Still, a respectful and absorbing page-turner.

Hannah’s new novel is an homage to the extraordinary courage and endurance of Frenchwomen during World War II.

In 1995, an elderly unnamed widow is moving into an Oregon nursing home on the urging of her controlling son, Julien, a surgeon. This trajectory is interrupted when she receives an invitation to return to France to attend a ceremony honoring passeurs: people who aided the escape of others during the war. Cut to spring, 1940: Viann has said goodbye to husband Antoine, who's off to hold the Maginot line against invading Germans. She returns to tending her small farm, Le Jardin, in the Loire Valley, teaching at the local school and coping with daughter Sophie’s adolescent rebellion.

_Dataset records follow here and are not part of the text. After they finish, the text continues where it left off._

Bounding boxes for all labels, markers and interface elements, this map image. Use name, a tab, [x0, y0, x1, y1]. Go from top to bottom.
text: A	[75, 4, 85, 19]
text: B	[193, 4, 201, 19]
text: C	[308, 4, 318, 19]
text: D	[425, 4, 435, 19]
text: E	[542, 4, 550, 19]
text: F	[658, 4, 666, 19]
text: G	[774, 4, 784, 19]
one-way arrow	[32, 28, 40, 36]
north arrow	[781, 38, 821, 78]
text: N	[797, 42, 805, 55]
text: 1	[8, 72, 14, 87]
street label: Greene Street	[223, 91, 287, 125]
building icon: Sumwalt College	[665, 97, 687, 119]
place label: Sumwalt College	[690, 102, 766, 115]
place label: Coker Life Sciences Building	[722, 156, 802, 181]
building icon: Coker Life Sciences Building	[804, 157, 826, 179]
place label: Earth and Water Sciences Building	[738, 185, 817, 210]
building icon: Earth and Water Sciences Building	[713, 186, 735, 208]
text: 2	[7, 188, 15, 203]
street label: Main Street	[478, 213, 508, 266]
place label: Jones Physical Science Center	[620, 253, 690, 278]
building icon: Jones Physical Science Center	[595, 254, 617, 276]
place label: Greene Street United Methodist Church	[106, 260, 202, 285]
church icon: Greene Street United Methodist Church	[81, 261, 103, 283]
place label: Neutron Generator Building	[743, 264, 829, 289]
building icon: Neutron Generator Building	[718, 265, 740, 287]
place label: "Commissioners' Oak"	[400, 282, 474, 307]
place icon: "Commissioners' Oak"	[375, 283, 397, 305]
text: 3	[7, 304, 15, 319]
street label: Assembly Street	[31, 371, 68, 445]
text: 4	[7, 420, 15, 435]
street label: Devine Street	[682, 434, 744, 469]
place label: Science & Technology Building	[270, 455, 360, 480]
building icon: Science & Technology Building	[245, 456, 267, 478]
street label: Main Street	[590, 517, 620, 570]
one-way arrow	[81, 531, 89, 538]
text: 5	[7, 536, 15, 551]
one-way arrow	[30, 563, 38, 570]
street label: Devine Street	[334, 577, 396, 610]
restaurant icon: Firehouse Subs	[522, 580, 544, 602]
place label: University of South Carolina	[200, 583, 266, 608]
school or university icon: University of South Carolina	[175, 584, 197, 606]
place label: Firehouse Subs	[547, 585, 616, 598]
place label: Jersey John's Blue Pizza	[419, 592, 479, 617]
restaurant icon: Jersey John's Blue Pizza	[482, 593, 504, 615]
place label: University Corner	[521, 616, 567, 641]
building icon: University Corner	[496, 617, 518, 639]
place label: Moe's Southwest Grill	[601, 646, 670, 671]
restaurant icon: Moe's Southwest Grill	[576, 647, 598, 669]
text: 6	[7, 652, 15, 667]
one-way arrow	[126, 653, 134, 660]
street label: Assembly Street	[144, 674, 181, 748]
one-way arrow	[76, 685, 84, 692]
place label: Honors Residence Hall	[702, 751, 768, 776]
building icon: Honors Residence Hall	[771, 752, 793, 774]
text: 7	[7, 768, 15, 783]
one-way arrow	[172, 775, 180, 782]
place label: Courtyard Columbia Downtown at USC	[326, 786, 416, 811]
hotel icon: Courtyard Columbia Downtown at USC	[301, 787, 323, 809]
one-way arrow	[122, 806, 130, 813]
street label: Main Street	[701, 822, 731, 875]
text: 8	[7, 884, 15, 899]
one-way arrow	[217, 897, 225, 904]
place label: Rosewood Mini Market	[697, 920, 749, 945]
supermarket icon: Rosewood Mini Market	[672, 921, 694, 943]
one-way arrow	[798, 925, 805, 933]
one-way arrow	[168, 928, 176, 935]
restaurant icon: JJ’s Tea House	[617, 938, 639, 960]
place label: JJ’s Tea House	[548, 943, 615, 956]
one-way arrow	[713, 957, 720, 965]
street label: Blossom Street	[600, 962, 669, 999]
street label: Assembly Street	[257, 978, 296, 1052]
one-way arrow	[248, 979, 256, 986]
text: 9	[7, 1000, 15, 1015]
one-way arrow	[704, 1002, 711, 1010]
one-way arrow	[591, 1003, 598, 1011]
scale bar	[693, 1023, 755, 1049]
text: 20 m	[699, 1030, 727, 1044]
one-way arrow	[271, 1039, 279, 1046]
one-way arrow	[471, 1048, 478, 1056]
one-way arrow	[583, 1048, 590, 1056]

Soon, that world is upended: The Germans march into Paris and refugees flee south, overrunning Viann’s land. Her long-estranged younger sister, Isabelle, who has been kicked out of multiple convent schools, is sent to Le Jardin by Julien, their father in Paris, a drunken, decidedly unpaternal Great War veteran. As the depredations increase in the occupied zone—food rationing, systematic looting, and the billeting of a German officer, Capt. Beck, at Le Jardin—Isabelle’s outspokenness is a liability. She joins the Resistance, volunteering for dangerous duty: shepherding downed Allied airmen across the Pyrenees to Spain. Code-named the Nightingale, Isabelle will rescue many before she's captured. Meanwhile, Viann’s journey from passive to active resistance is less dramatic but no less wrenching. Hannah vividly demonstrates how the Nazis, through starvation, intimidation and barbarity both casual and calculated, demoralized the French, engineering a community collapse that enabled the deportations and deaths of more than 70,000 Jews. Hannah’s proven storytelling skills are ideally suited to depicting such cataclysmic events, but her tendency to sentimentalize undermines the gravitas of this tale.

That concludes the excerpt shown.